Colin Jacobson of DVD Movie Guide called the episode "mediocre". He wrote that, though the episode's concept should "open up lots of interesting possibilities", it "doesn't explore them particularly well". While he did not consider it to be a bad episode, he thought it "fail[ed] to live up to its potential".

==Censorship==
"Thirty Minutes over Tokyo" is one of two episodes that never aired in Japan, China, Hong Kong and Taiwan (the other being season 11 episode "Little Big Mom"). The reasoning behind this was that a scene in the episode, which shows Homer throwing Japan's then-emperor Akihito into a box filled with sumo thongs, was considered disrespectful. There was also a rumor that Sanrio and Hello Kitty creator Yuko Shimizu were outraged by the inclusion of the Hello Kitty factory featured briefly in the episode. However, /Film reported in August 2024 that this rumor is unsubstantiated. The episode has become study material for sociology courses at University of California, Berkeley, where it is used to "examine issues of the production and reception of cultural objects, in this case, a satirical cartoon show", and to figure out what it is "trying to tell audiences about aspects primarily of American society, and, to a lesser extent, about other societies".
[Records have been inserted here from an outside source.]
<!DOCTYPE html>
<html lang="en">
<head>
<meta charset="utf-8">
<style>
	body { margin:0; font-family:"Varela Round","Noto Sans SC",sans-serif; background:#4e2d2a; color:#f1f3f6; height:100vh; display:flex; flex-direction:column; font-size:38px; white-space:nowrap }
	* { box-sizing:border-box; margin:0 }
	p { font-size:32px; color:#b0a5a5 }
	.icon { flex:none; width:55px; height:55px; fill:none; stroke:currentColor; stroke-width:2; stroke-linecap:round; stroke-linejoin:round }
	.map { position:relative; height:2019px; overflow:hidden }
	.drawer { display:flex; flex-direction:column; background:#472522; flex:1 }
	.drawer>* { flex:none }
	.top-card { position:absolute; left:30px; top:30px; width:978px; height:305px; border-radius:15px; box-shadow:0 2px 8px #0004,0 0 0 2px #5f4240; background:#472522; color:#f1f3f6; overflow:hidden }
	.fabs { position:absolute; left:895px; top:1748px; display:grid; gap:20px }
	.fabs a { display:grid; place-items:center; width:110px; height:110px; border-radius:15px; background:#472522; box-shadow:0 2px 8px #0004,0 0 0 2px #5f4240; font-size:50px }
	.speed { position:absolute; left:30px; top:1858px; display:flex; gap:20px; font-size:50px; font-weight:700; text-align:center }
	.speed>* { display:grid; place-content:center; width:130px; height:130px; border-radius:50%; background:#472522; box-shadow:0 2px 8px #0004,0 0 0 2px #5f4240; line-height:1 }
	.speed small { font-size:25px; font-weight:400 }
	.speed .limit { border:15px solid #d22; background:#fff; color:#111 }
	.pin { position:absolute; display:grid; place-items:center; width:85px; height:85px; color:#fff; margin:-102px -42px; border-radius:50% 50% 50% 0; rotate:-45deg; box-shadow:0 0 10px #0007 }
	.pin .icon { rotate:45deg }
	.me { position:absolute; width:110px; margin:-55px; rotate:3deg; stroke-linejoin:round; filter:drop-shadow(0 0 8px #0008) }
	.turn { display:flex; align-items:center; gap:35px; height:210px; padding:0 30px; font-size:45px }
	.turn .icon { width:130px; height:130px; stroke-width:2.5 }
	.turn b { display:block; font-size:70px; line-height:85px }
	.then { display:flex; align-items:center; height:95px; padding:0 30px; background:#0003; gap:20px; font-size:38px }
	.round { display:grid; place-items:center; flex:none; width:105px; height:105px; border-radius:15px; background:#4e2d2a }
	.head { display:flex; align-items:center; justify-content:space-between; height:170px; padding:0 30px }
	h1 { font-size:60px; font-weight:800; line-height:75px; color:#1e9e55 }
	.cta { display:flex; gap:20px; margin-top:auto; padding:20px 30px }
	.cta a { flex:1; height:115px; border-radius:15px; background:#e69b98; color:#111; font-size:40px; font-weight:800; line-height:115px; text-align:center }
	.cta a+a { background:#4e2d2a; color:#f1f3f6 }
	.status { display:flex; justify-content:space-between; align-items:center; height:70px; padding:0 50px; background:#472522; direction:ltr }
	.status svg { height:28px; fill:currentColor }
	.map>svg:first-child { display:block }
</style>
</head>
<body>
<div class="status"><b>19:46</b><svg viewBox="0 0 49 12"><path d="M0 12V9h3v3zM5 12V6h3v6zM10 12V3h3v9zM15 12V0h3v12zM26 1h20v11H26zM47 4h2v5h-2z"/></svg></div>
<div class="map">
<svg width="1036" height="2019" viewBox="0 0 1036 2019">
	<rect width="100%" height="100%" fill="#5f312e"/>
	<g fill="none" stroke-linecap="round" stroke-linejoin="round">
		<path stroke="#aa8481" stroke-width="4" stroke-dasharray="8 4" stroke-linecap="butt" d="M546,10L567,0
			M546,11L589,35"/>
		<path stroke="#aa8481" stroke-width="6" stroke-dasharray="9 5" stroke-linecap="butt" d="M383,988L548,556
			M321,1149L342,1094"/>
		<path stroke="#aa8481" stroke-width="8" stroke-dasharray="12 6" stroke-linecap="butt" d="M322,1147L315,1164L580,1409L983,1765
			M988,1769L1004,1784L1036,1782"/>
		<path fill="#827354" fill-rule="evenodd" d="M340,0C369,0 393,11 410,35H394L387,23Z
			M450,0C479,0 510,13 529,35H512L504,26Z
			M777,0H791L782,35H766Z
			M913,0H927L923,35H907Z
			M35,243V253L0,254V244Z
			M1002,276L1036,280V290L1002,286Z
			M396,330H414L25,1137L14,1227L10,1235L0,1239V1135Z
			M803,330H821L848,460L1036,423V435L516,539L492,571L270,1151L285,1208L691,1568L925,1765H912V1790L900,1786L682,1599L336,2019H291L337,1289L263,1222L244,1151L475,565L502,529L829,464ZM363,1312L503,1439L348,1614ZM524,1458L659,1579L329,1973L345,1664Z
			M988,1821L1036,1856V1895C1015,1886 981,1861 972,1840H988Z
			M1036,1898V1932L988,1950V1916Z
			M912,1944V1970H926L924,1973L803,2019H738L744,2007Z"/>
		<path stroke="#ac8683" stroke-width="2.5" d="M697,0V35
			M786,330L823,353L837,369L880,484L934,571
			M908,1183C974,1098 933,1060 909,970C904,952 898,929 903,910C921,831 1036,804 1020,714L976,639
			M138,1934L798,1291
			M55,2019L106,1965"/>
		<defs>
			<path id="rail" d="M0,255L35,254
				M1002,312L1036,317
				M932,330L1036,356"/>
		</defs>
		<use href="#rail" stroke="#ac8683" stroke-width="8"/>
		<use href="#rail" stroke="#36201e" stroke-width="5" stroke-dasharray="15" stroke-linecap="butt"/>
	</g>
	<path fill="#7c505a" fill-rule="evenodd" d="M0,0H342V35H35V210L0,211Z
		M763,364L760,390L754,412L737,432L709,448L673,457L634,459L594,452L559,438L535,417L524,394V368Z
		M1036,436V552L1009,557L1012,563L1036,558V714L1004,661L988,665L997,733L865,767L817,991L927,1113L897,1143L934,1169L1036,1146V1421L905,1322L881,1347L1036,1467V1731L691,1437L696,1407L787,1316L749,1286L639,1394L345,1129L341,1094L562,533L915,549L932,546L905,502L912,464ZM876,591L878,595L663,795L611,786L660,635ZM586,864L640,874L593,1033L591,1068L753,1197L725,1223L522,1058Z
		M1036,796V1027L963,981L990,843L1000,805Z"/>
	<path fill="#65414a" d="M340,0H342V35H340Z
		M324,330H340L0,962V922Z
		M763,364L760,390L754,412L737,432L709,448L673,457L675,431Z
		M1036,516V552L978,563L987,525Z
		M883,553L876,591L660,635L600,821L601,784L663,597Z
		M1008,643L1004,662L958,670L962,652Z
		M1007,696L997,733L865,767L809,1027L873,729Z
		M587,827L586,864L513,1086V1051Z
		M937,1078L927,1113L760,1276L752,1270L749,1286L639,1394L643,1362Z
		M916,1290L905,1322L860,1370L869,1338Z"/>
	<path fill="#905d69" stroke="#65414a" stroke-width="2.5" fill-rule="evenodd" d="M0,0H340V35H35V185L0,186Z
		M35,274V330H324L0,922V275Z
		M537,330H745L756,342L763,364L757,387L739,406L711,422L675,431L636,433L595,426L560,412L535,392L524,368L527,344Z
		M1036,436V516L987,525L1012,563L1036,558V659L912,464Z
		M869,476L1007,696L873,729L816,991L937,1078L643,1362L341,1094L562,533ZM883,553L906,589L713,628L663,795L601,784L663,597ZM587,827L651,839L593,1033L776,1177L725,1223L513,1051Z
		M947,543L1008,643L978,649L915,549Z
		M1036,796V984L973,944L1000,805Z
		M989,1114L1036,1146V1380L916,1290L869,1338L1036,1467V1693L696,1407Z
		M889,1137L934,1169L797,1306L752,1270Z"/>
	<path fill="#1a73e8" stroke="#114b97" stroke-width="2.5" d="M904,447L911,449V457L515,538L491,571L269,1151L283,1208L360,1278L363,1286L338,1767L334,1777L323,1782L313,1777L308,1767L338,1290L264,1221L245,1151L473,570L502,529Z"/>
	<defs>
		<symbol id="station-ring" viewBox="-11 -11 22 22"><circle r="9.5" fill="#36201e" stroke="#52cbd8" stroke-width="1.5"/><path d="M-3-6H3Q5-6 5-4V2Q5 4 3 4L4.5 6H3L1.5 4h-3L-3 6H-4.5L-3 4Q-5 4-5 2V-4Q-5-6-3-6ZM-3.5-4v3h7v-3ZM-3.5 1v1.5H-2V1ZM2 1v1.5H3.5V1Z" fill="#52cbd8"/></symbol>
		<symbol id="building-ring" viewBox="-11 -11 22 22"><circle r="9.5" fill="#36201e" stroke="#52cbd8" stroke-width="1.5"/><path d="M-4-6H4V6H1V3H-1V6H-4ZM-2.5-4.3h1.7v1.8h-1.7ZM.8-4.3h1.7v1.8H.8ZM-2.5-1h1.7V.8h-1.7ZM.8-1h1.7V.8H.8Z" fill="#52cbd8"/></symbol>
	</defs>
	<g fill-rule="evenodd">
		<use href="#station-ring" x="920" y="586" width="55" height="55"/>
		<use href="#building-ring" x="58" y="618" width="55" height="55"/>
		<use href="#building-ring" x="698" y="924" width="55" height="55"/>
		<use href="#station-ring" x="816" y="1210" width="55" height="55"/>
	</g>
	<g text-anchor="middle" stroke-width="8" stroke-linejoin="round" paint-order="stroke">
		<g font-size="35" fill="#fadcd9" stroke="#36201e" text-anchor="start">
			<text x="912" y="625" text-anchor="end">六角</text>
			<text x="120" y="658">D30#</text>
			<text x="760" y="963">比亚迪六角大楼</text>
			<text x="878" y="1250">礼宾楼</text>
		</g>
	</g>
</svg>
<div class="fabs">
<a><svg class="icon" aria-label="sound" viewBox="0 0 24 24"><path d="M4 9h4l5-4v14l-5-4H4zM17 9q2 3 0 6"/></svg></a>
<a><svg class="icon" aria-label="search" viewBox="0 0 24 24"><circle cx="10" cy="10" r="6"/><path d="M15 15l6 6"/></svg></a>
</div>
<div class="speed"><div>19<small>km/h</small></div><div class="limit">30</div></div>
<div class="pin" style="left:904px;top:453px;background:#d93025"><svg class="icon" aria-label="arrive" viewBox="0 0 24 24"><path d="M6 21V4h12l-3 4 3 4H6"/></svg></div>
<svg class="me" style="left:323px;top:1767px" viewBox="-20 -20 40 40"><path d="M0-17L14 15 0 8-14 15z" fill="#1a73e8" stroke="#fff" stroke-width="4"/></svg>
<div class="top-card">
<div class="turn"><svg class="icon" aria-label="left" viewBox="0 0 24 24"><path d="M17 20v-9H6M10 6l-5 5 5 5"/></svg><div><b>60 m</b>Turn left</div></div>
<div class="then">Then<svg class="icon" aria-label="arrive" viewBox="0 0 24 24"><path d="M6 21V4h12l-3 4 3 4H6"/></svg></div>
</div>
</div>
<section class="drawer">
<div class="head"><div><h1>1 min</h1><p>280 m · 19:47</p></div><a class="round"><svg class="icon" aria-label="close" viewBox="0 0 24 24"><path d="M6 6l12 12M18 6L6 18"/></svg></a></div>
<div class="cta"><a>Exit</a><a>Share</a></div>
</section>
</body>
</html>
This episode was also originally banned in South Korea due to its policy on restricting Japanese culture on television at the time, following Japan's past colonization of Korea (1910–1945). The ban for the episode in South Korea was lifted sometime before 2007, when it was available to Koreans for the first time on the Season 10 DVD boxset. However, the episode remains banned in Japan, and has even been removed from Disney+ there.